[Records from a dataset]
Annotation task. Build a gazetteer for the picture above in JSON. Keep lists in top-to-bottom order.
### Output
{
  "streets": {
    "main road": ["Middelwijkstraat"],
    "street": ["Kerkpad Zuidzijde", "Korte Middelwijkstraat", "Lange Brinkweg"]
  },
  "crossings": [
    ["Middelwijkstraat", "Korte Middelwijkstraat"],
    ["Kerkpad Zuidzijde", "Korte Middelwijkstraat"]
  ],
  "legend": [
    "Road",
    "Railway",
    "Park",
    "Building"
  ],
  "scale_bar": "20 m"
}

==

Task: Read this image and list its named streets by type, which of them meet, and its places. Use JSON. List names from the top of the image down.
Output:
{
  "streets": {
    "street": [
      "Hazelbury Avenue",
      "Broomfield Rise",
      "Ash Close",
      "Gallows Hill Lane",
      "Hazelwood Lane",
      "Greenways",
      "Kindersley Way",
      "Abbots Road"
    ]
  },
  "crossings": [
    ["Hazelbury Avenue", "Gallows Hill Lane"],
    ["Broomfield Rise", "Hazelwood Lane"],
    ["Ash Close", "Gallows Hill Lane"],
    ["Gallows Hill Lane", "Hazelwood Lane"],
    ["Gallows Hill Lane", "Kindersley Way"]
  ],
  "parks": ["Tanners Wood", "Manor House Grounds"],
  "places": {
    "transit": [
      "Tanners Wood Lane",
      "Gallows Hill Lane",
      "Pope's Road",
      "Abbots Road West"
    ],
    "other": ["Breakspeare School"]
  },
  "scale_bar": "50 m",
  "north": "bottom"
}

**What is needed**
For each line above that contains the word "JSON", make a copy.

**Result of this task**
Annotation task. Build a gazetteer for the picture above in JSON. Keep lists in top-to-bottom order.
Task: Read this image and list its named streets by type, which of them meet, and its places. Use JSON. List names from the top of the image down.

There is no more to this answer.